運命の出会いは誓いのキスから 《番外編追加》

「少しだけ俺の話をしてもいい?実はさ、俺、優衣に出会うまではいい加減な人間だったんだ。でも、優衣に出会えて俺は自分みたいな人間でも大事にしたい、幸せにしたいと思うことができるんだって。だから俺こそ優衣に感謝してるよ、ありがとう」


総一郎さんが優しく言うから、涙が溢れて止まらなかった。私はこんなにも総一郎さんに思ってもらえてるなんて、本当に幸せだなって。

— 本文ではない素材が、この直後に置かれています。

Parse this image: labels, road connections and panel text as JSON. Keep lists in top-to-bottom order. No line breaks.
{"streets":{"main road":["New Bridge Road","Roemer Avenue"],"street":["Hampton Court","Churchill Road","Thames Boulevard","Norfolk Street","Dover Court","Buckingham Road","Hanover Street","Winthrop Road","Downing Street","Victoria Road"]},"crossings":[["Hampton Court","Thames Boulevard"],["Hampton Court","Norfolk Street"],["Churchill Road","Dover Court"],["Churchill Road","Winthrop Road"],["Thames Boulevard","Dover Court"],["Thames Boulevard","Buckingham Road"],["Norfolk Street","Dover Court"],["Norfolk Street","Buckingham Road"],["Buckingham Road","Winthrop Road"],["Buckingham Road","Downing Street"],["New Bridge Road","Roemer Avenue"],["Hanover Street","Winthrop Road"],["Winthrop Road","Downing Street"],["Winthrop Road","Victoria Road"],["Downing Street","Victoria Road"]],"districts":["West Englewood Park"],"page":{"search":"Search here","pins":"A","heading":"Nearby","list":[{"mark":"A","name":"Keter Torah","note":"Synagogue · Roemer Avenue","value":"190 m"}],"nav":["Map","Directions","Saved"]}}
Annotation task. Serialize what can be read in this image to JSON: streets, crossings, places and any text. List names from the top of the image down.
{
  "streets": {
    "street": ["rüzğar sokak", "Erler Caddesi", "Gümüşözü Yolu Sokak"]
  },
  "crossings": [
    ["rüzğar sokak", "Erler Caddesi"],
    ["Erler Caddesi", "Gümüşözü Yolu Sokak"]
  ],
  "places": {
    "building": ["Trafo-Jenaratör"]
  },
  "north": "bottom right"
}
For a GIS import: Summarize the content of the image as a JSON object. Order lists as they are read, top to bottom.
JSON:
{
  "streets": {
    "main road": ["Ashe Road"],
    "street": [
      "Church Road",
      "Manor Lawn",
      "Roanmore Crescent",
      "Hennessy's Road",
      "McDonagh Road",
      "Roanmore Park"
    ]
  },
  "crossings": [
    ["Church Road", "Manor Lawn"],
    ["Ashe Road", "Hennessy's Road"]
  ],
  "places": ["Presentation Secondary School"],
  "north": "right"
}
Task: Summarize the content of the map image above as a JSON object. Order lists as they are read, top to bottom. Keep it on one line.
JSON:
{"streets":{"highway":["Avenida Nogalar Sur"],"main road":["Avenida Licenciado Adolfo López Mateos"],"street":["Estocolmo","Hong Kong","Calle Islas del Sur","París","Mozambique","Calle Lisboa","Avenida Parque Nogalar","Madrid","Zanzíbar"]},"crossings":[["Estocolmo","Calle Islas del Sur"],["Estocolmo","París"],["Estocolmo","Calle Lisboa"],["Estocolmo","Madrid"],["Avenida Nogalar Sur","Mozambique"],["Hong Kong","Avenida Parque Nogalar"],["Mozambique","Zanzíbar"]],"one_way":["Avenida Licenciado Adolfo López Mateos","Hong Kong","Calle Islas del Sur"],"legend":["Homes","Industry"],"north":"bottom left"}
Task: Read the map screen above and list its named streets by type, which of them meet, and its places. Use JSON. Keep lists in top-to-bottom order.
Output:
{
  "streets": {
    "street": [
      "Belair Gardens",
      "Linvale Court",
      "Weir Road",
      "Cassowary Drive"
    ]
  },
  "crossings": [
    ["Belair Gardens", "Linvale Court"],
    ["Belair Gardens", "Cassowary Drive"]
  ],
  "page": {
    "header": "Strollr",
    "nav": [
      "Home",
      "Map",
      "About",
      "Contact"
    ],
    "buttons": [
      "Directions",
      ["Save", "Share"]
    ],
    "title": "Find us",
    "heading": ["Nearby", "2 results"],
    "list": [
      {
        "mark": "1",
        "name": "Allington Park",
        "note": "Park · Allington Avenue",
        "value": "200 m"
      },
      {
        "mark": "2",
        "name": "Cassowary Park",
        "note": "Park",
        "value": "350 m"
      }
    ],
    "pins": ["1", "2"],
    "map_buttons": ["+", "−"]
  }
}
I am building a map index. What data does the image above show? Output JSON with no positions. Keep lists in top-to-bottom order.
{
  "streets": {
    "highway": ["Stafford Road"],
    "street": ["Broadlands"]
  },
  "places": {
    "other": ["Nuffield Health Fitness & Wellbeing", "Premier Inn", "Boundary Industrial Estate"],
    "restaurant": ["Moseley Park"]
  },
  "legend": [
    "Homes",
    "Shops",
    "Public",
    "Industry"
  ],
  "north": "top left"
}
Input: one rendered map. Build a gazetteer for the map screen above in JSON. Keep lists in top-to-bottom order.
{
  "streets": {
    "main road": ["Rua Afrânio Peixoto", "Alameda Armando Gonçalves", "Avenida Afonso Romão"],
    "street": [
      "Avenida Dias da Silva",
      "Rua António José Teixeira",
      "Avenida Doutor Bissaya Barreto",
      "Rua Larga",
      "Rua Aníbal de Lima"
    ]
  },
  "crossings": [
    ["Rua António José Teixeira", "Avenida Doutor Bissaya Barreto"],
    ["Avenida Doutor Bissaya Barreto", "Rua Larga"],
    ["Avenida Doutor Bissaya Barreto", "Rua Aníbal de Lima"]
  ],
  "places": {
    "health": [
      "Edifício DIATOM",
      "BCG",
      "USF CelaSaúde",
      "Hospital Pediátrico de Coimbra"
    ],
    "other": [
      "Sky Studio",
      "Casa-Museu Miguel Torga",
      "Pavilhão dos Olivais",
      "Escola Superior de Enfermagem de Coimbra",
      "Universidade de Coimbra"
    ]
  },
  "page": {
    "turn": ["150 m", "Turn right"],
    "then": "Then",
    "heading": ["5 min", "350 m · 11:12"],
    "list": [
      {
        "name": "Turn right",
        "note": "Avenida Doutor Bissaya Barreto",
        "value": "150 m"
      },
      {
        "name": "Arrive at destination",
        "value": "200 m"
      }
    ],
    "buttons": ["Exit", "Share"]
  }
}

ロビーに向かうと、お兄ちゃんはもう着いていて、隣には昨日の女性が一緒だった。


「はじめまして、ではないわね。麻生詩織(あそうしおり)です」


「影山優衣です。昨日はありがとうございました。それでお兄ちゃん、その話って?」


「優衣、俺、彼女と結婚することにしたから」

お兄ちゃんがしれっとそんなことを言うもんだから、私は目を丸くして、お兄ちゃんと詩織さんの顔を交互に見たけれど、お兄ちゃんは無表情で、詩織さんはニコニコと笑っているだけ。


「えっ?!えっ?ごめん、全くわからないよ、お兄ちゃん」



いきなり結婚と言われても驚くことしか出来ない。まあ流石に子どもじゃないから二人の関係は分かるけど。


それでも昨日のこともよくわからないので、とりあえず一から順を追って説明してほしいと言った。